Frisson des collines

Je ne vais pas souvent au cinéma. En général, on fait ça en famille (avec la petite de 14 15 ans depuis hier). Tout le monde se rejoint et on plonge en gang. Ma belle mère est friande des films québécois, ma petite soeur aussi, mon père aime les films d’action. Nous, on suit. Si on y va deux ou trois fois par année, c’est beau. Pas qu’on aime pas ça, mais la plupart du temps, les gens parlent constamment et on limite les visionnements sur grand écran pour les films qu’il faut voir sur GRAND écran.

Hier, j’ai eu la chance d’accompagner Michel à la première du film Frisson des collines. J’étais déjà vendue juste en voyant la bande annonce, même si je craignais d’avoir déjà vu le film en partie (il faut dire qu’elle en dit beaucoup!)

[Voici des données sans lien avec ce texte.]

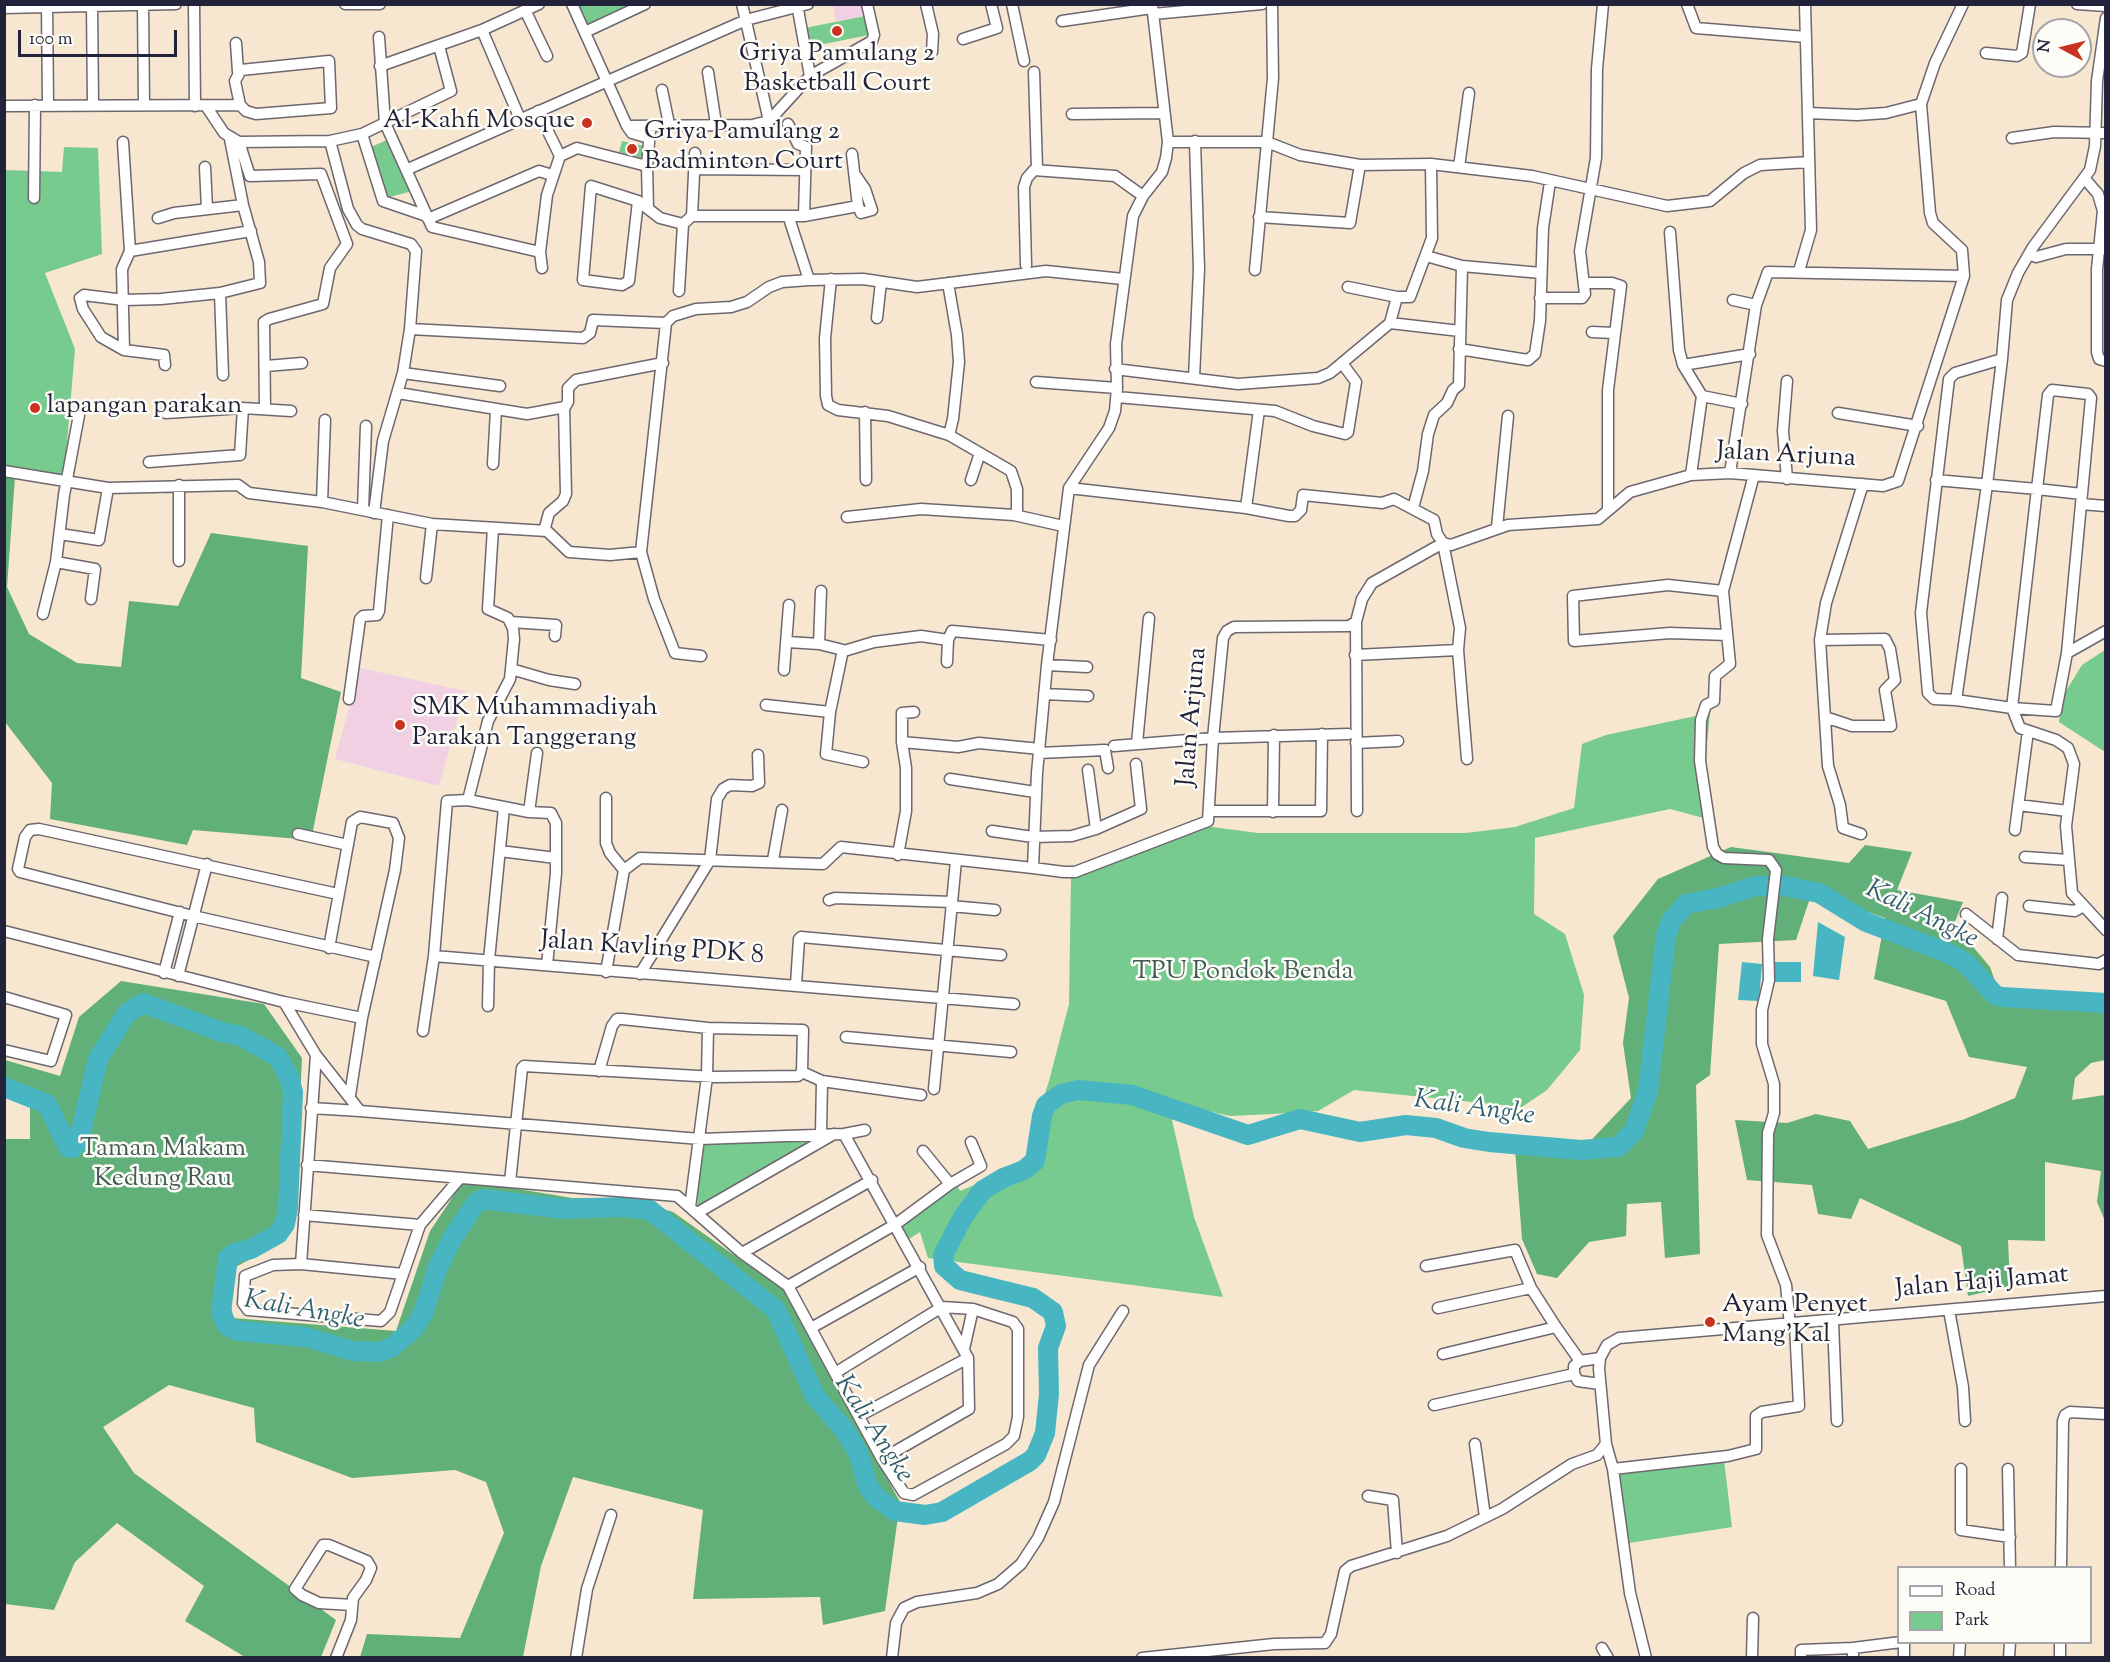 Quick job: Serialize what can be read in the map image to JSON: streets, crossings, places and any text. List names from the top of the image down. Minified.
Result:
{"streets":{"street":["Jalan Arjuna","Jalan Kavling PDK 8","Jalan Haji Jamat"]},"water":["Kali Angke"],"parks":["TPU Pondok Benda","Taman Makam Kedung Rau"],"places":["Griya Pamulang 2 Basketball Court","Al-Kahfi Mosque","Griya Pamulang 2 Badminton Court","lapangan parakan","SMK Muhammadiyah Parakan Tanggerang","Ayam Penyet Mang'Kal"],"legend":["Road","Park"],"scale_bar":"100 m","north":"left"} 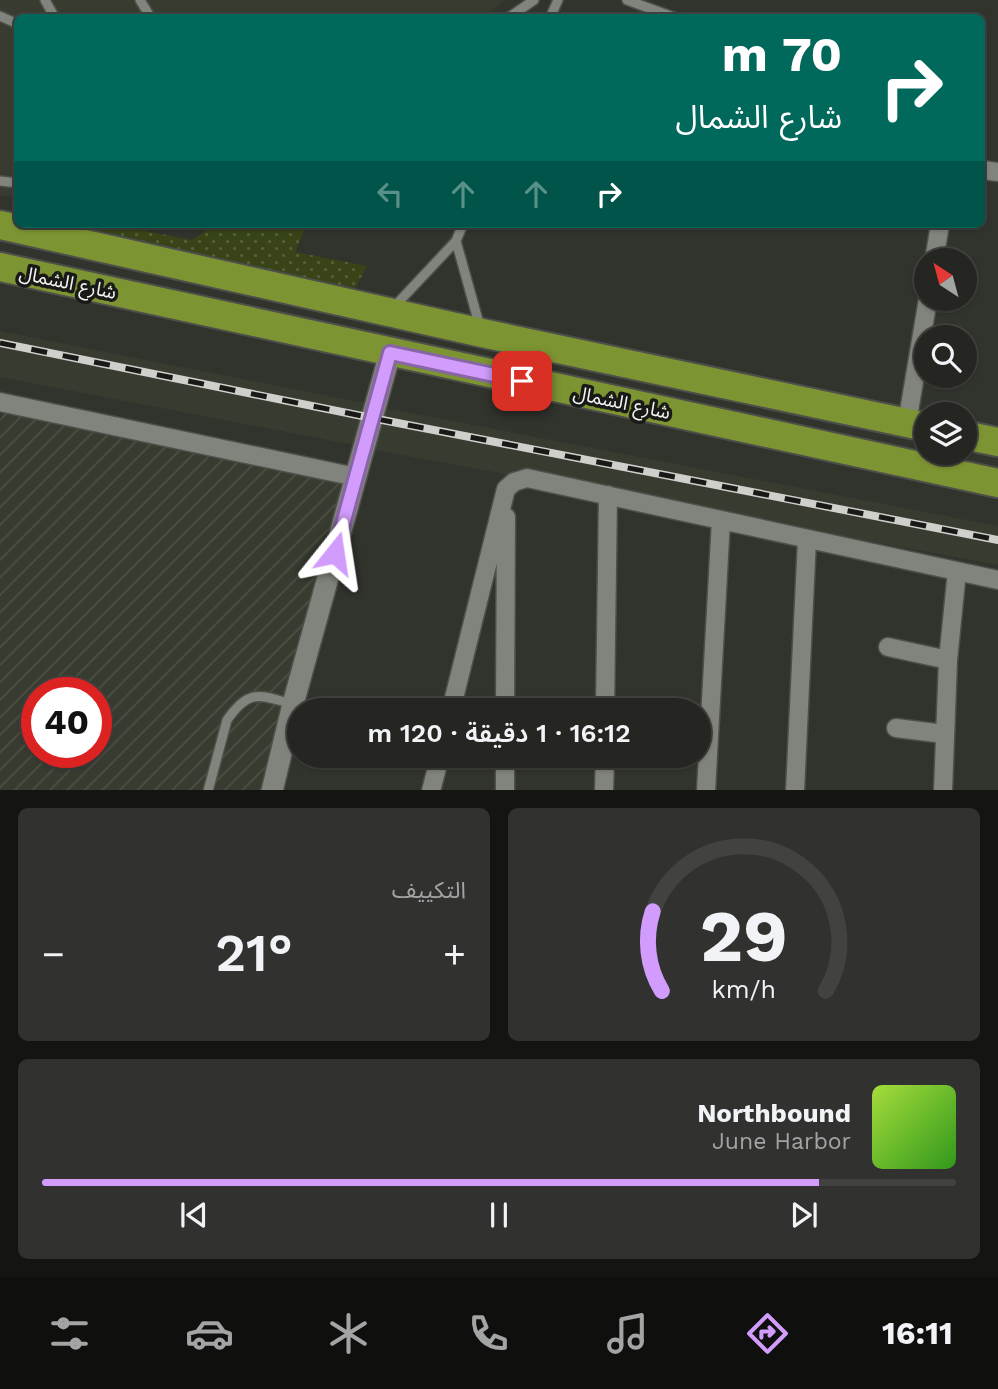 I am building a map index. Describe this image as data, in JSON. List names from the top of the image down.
{
  "streets": {
    "highway": ["شارع الشمال"]
  },
  "north": "top left",
  "page": {
    "turn": ["70 m", "شارع الشمال"],
    "limit": "40",
    "trip": "16:12 · 1 دقيقة · 120 m",
    "tile": "التكييف",
    "heat": ["−", "21°", "+"],
    "song": ["Northbound", "June Harbor"],
    "tabs": "16:11",
    "gauge": ["29", "km/h"]
  }
} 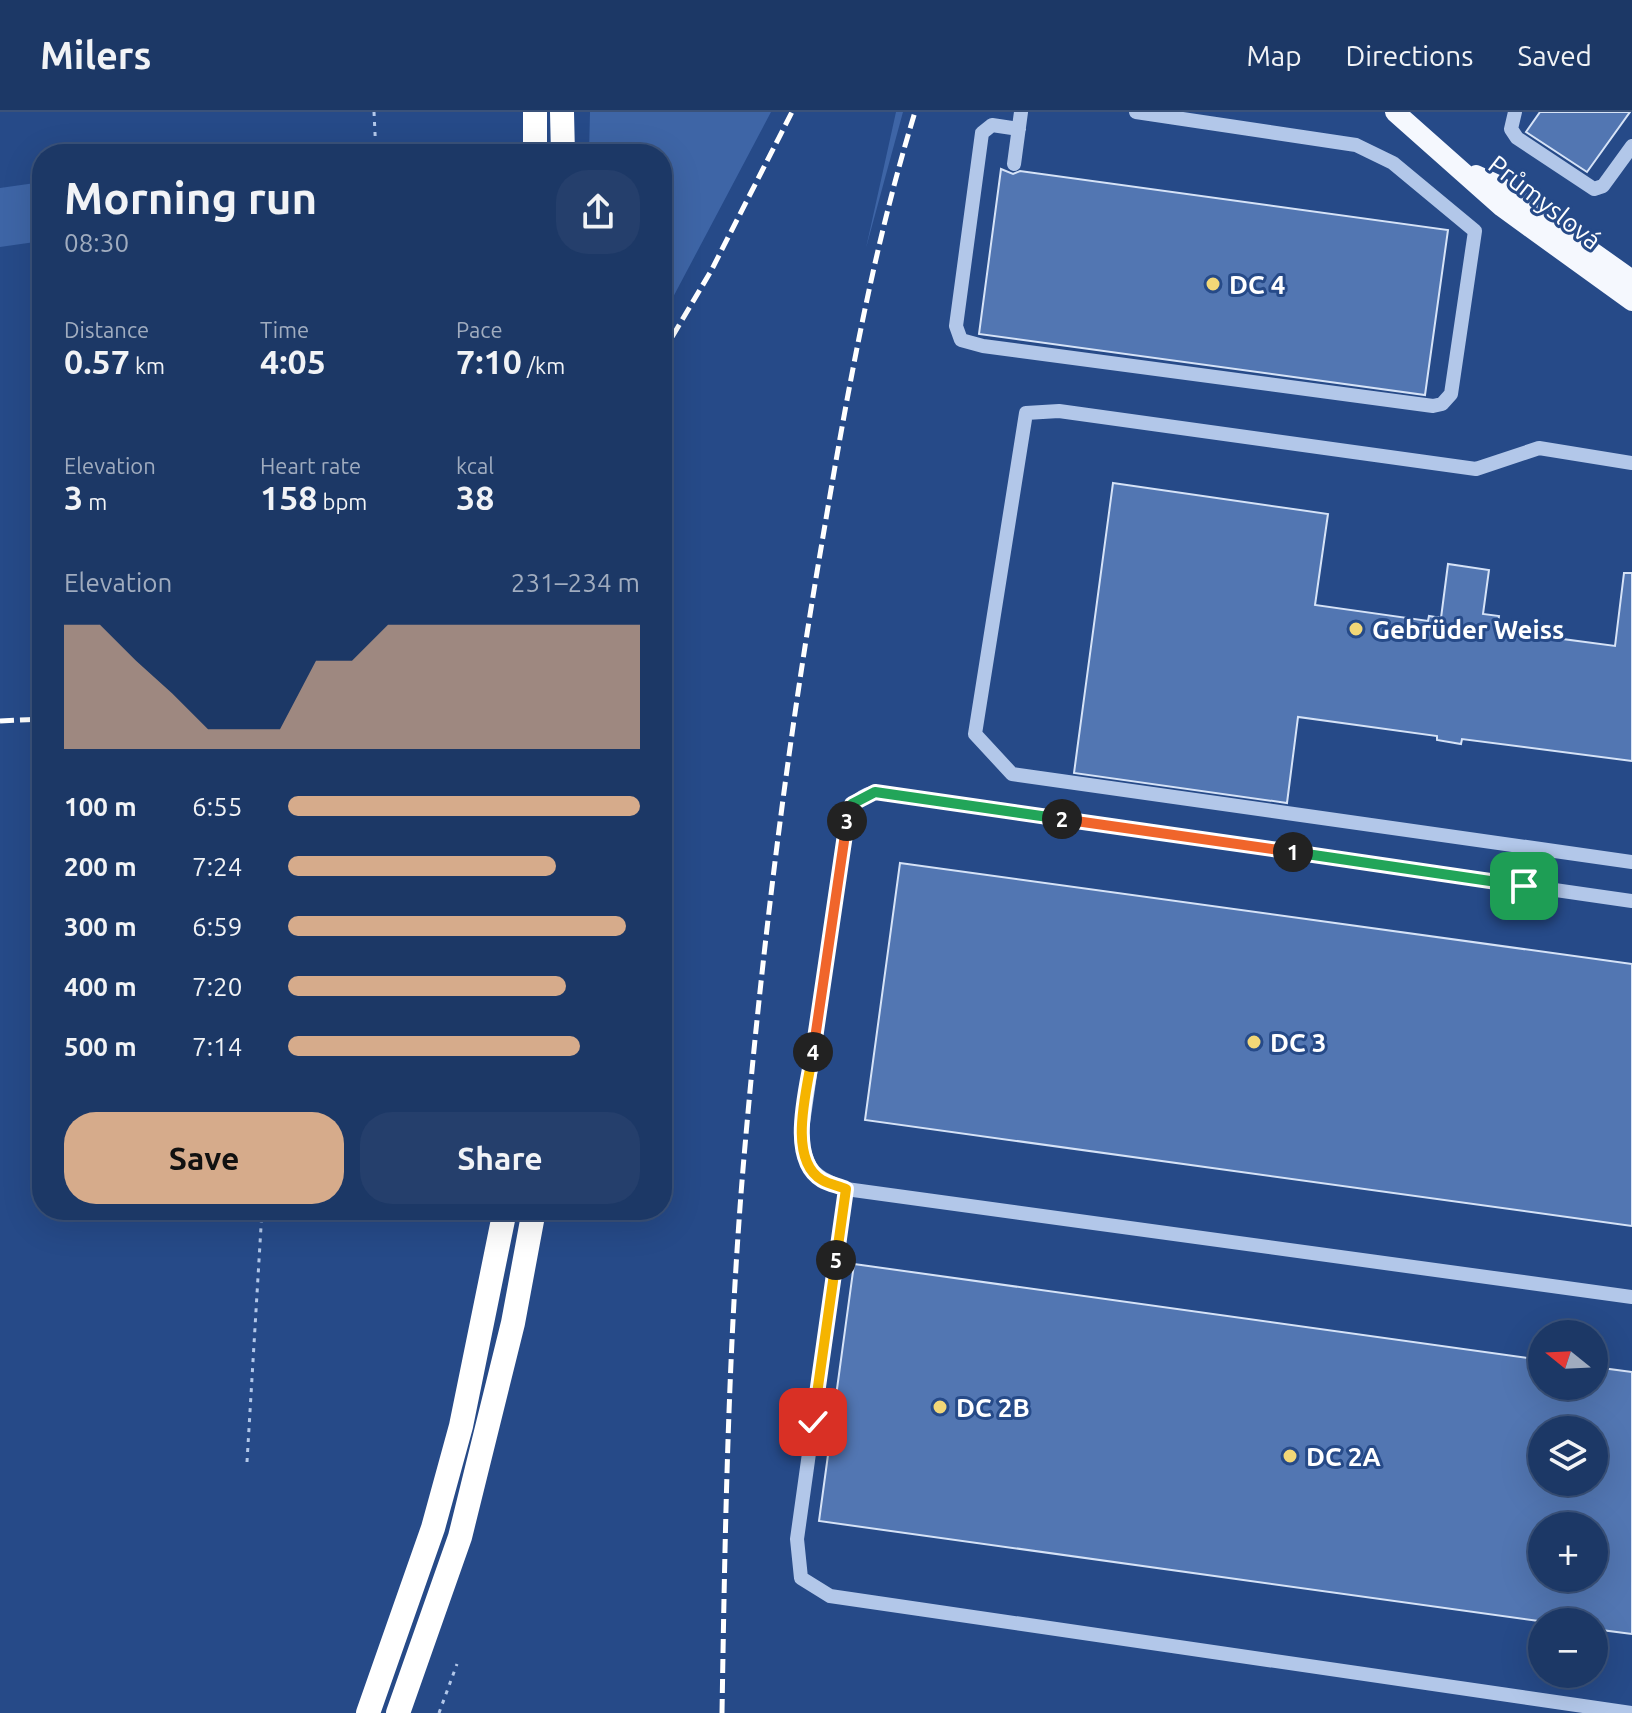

Il y a plus dans ce film, des bouffées d’air frais, des pincements au coeur, une nostalgie et une innocence qui font du bien. Au début, je trouvais que ça allait vite, que c’était tissé serré (du genre, un personnage nous emmène vers l’action suivante, comme si on n’avait pas de temps à perdre, qu’il fallait se rendre dans le vif du sujet et vite), mais soudain, ça coule. On rentre dans l’histoire. On aime les fous rires que les personnages dégagent, les répliques temporelles soudaine qui nous indiquent à quelle époque on se trouve, on dévore les paysages et les enfants. Ils sont, tous les quatre, à croquer.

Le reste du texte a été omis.